**Exercise brief:**
What you return must be the lines from the first one below through the one containing "position:absolute; right:21px; bottom:21px;", exactly and with pictures excluded.

Stored data Start Marker

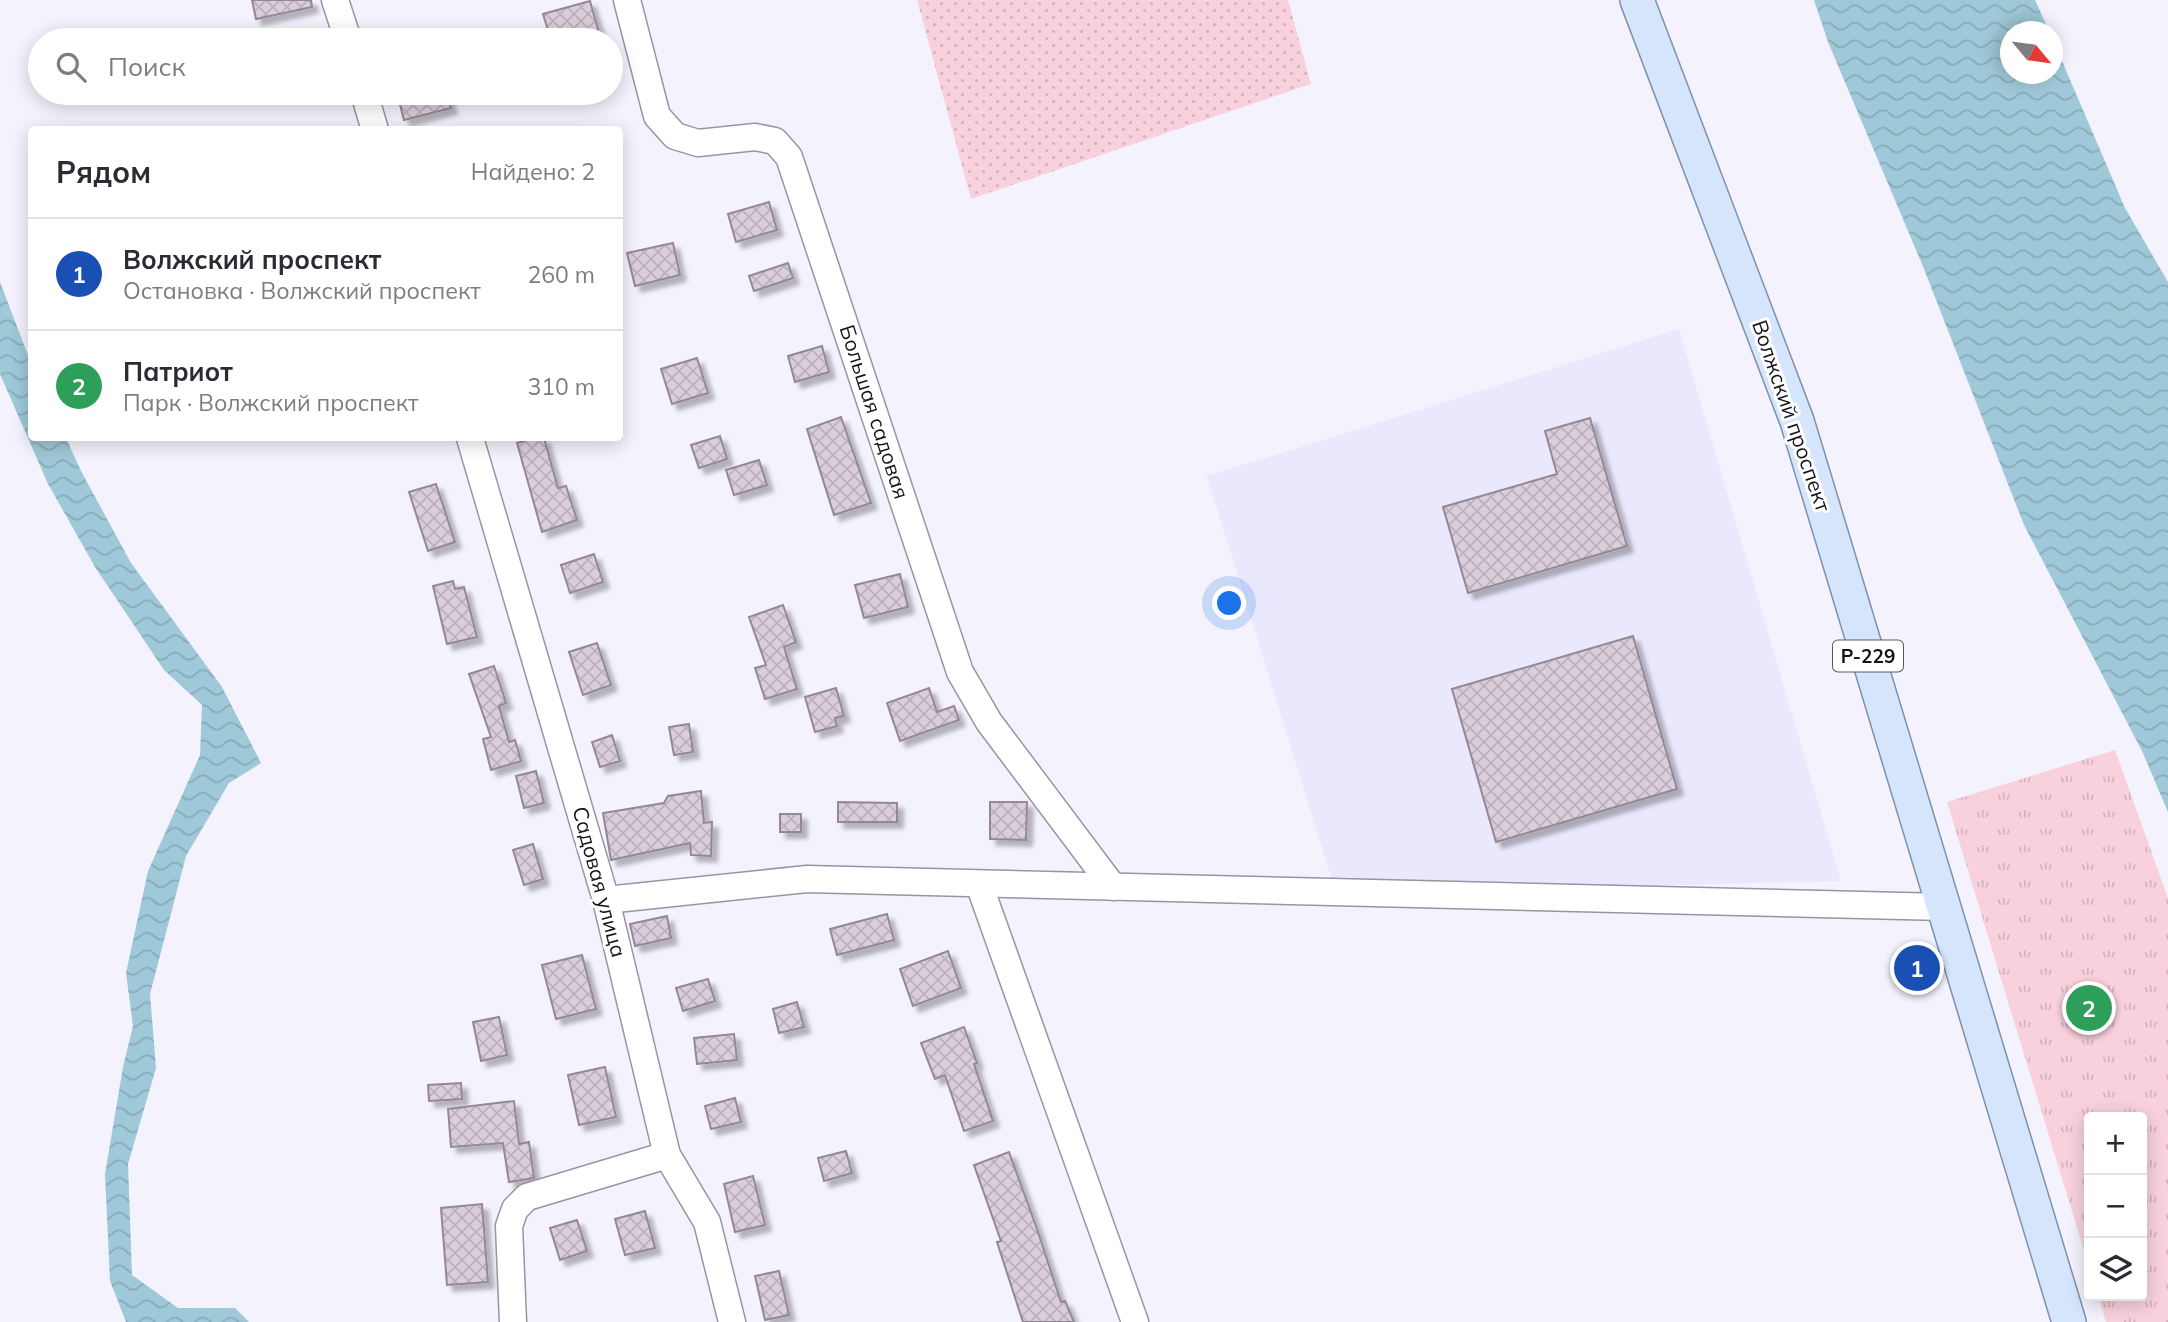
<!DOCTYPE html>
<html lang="ru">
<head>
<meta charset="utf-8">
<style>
  :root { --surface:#fff; --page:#f7f7f7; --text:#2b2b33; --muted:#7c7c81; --line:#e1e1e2; --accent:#7c3aed }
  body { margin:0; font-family:Mulish,sans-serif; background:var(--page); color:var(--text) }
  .controls { position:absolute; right:21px; bottom:21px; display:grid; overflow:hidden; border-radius:7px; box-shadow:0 4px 18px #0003 }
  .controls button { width:63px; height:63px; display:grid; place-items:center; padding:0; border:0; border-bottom:2px solid var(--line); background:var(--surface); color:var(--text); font:35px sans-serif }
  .compass { position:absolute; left:2000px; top:21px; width:63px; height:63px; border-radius:50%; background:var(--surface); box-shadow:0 4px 18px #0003; rotate:119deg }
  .you { position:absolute; left:1230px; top:604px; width:24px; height:24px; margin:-18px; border:5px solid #fff; border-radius:50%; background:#1a73e8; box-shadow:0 0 0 10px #1a73e833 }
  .badge { display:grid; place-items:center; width:46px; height:46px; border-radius:50%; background:var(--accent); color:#fff; font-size:23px; font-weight:700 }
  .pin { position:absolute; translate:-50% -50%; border:4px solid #fff; box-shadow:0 2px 7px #0006 }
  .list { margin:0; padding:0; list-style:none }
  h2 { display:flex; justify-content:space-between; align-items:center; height:91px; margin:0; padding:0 28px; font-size:30px }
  h2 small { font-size:23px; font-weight:400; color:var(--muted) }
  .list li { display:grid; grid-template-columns:46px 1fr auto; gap:21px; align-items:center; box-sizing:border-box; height:112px; padding:0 28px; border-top:2px solid var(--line) }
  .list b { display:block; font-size:26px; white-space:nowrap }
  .list p { margin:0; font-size:23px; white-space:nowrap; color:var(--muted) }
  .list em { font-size:23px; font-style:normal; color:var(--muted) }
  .icon { flex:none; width:38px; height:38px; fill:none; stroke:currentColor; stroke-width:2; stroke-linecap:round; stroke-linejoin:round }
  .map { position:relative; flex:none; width:2168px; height:1322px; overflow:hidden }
  .search { position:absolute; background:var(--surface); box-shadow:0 4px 18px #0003; left:28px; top:28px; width:595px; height:77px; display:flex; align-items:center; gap:18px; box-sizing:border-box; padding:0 24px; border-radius:38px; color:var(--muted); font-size:26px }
  .panel { position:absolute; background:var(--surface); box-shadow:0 4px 18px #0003; left:28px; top:126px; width:595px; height:315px; border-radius:7px }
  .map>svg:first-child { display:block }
  .built { fill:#eae8fc }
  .grass { fill:url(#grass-dots) }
  .park { fill:url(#park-tufts) }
  .water { fill:url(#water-waves) }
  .building { fill:url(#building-cross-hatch); stroke:#948895; stroke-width:2; filter:url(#shadow) }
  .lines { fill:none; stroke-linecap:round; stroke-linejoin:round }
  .minor-casing { stroke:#9695a4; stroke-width:29 }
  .major-casing { stroke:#7f90ab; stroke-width:36 }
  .minor { stroke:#fff; stroke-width:26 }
  .major { stroke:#d5e5fc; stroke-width:33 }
  .labels { text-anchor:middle; stroke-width:6; stroke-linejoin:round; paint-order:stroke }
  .shield { fill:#fff; stroke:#5a5a5e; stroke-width:2 }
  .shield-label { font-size:19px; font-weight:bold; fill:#141319 }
  .street-label { font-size:21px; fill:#141319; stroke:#fff }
</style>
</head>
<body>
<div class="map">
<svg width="2168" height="1322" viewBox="0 0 2168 1322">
  <defs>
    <pattern id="grass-dots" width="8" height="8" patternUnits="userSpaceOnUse" patternTransform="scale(1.75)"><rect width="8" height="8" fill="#f8d1dd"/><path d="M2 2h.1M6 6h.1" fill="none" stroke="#d4b3bd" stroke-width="1.8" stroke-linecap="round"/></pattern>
    <pattern id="park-tufts" width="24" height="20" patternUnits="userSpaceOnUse" patternTransform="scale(1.75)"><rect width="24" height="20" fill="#f8d1dd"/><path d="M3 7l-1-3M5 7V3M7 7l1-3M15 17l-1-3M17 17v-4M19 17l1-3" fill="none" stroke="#d4b3bd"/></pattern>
    <pattern id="water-waves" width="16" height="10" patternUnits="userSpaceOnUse" patternTransform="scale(1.75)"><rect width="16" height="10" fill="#9fc8d8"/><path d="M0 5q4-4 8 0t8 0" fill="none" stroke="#88abb9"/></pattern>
    <pattern id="building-cross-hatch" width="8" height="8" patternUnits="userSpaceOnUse" patternTransform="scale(1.75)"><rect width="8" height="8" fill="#dbcedc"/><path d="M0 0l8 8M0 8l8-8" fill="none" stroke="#bbb0bc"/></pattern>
    <filter id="shadow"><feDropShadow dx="6" dy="6" stdDeviation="2" flood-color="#0004"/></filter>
  </defs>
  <rect width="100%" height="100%" fill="#f4f3fd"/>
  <path class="built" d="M1679 329 1841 881 1336 893 1207 476Z"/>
  <path class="grass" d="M917 0H1288L1311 84 971 199Z"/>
  <path class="park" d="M2115 750 2168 898V1322H2106L2098 1296H2142V1117H2089V1267L1947 802Z"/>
  <g class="water">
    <path d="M1814 0H2035L2049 31 2010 32V74H2052L2053 40 2125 208 2168 282V812L2142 751 2024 525 1922 264 1828 42Z"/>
    <path d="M0 282 31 363 32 438H66L81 471 131 563 222 687 261 763 229 783 186 856 150 994 156 1068 128 1164 132 1275 178 1308H235L249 1322H126L110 1281 105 1174 123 1067 133 1026 126 973 148 871 200 755 202 705 164 670 95 567 48 484 0 374Z"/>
  </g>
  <g class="building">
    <path d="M252 0H311L312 7 256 19Z"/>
    <path d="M590 1 601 40H551L543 14Z"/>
    <path d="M397 93H447L451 108 404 120Z"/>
    <path d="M769 202 777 230 736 242 728 214Z"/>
    <path d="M673 243 680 275 635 286 627 253Z"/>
    <path d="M788 263 793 278 754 291 749 276Z"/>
    <path d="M822 346 829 372 795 382 788 356Z"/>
    <path d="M697 358 708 393 672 404 661 369Z"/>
    <path d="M841 417 871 503 834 515 807 429Z"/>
    <path d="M1590 418 1627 546 1468 593 1443 507 1557 474 1545 431Z"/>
    <path d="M720 436 727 459 699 468 691 445Z"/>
    <path d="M534 438H544L558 488 566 486 577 520 542 532 517 443Z"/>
    <path d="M759 460 767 485 734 495 726 470Z"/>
    <path d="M436 484 455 542 428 551 409 492Z"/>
    <path d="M594 554 603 582 570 593 561 565Z"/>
    <path d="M900 574 908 607 864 618 855 585Z"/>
    <path d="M453 581 455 589 464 587 477 637 447 644 433 586Z"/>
    <path d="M783 605 796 642 784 647 797 689 765 699 755 668 766 665 749 617Z"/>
    <path d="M1633 636 1677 789 1496 842 1452 689Z"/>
    <path d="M597 643 611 685 583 695 569 652Z"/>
    <path d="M494 666 506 703 499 706 509 742 515 740 521 761 491 770 483 739 491 737 469 674Z"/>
    <path d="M836 688 844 716 835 718 837 726 815 732 805 697Z"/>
    <path d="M929 688 937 712 954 706 959 720 900 741 887 703Z"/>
    <path d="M689 724 693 752 674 755 669 727Z"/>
    <path d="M612 735 620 761 600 767 592 742Z"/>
    <path d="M536 771 544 803 524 808 516 776Z"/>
    <path d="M701 791 704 823 712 822 711 856 691 855 690 843 611 860 603 813 664 803 668 796Z"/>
    <path d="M838 802 897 803V822H838Z"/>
    <path d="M990 802H1027L1026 840 990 839Z"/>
    <rect x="780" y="814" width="21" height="18"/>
    <path d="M533 844 543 879 524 885 513 850Z"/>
    <path d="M887 914 894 940 837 955 830 929Z"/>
    <path d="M667 916 671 938 635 946 630 924Z"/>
    <path d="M948 951 961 988 913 1006 900 969Z"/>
    <path d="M582 955 596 1009 556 1019 542 965Z"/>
    <path d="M708 979 715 1001 683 1011 676 988Z"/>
    <path d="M797 1002 804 1027 779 1033 773 1009Z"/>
    <path d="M499 1017 507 1055 481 1061 473 1022Z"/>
    <path d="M964 1027 977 1063 974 1064 993 1121 964 1131 945 1075 935 1079 921 1043Z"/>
    <path d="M734 1034 737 1060 697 1064 694 1038Z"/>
    <path d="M605 1067 616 1117 579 1125 568 1075Z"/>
    <path d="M461 1083 462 1099 429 1101 428 1085Z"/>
    <path d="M735 1098 741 1122 711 1129 705 1106Z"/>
    <path d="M514 1101 519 1144 529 1142 534 1178 509 1182 503 1143 451 1147 448 1109Z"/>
    <path d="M846 1151 852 1173 824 1181 818 1158Z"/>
    <path d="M1009 1152 1037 1229 1061 1302 1065 1301 1074 1322H1023L997 1242 1001 1241 974 1165Z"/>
    <path d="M753 1176 765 1225 735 1232 724 1184Z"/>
    <path d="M482 1204 488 1282 447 1285 441 1208Z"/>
    <path d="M645 1211 655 1248 625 1255 615 1219Z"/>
    <path d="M577 1220 587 1251 560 1260 550 1228Z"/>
    <path d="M779 1271 789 1315 765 1320 755 1276Z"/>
  </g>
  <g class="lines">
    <defs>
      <g id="minor">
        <path d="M335 0 348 40"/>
        <path d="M627 0 657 116 675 136 698 143 755 137 775 141 789 157 960 672 989 722 1113 887"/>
        <path d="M364 93 375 130"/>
        <path d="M470 438 606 900 667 1155 707 1222 732 1322"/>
        <path d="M979 884 1135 1322"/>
        <path d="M606 900 807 879 1944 907"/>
        <path d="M513 1322 509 1226 515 1209 527 1197 667 1155"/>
      </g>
      <path id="major" d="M1637 0 1797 421 2069 1322"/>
    </defs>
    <use href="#minor" class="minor-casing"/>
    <use href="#major" class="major-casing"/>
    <use href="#minor" class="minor"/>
    <use href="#major" class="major"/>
  </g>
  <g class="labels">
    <rect class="shield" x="1833" y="640.5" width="70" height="31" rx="5"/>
    <g class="shield-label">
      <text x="1868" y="663">Р-229</text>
    </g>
    <g class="street-label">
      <text transform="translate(874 412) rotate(72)" y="7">Большая садовая</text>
      <text transform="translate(1791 416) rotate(71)" y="7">Волжский проспект</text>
      <text transform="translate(599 882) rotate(75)" y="7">Садовая улица</text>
    </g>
  </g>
</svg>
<div class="controls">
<button>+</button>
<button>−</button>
<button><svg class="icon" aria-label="layers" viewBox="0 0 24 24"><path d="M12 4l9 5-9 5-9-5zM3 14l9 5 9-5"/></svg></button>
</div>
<svg class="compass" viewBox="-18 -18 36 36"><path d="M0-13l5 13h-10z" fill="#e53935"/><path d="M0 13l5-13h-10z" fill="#7c7c81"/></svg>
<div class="you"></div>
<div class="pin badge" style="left:1917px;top:968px;background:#1a4fb4">1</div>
<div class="pin badge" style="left:2089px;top:1008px;background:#2e9e5b">2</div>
<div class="search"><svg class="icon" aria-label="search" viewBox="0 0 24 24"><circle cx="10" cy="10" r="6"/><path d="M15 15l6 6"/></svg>Поиск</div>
<section class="panel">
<h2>Рядом<small>Найдено: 2</small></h2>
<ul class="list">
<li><span class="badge" style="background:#1a4fb4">1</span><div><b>Волжский проспект</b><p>Остановка · Волжский проспект</p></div><em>260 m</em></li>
<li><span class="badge" style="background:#2e9e5b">2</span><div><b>Патриот</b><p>Парк · Волжский проспект</p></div><em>310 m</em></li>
</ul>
</section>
</div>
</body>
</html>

Stored data End Marker

**Written solution:**
<!DOCTYPE html>
<html lang="ru">
<head>
<meta charset="utf-8">
<style>
  :root { --surface:#fff; --page:#f7f7f7; --text:#2b2b33; --muted:#7c7c81; --line:#e1e1e2; --accent:#7c3aed }
  body { margin:0; font-family:Mulish,sans-serif; background:var(--page); color:var(--text) }
  .controls { position:absolute; right:21px; bottom:21px; display:grid; overflow:hidden; border-radius:7px; box-shadow:0 4px 18px #0003 }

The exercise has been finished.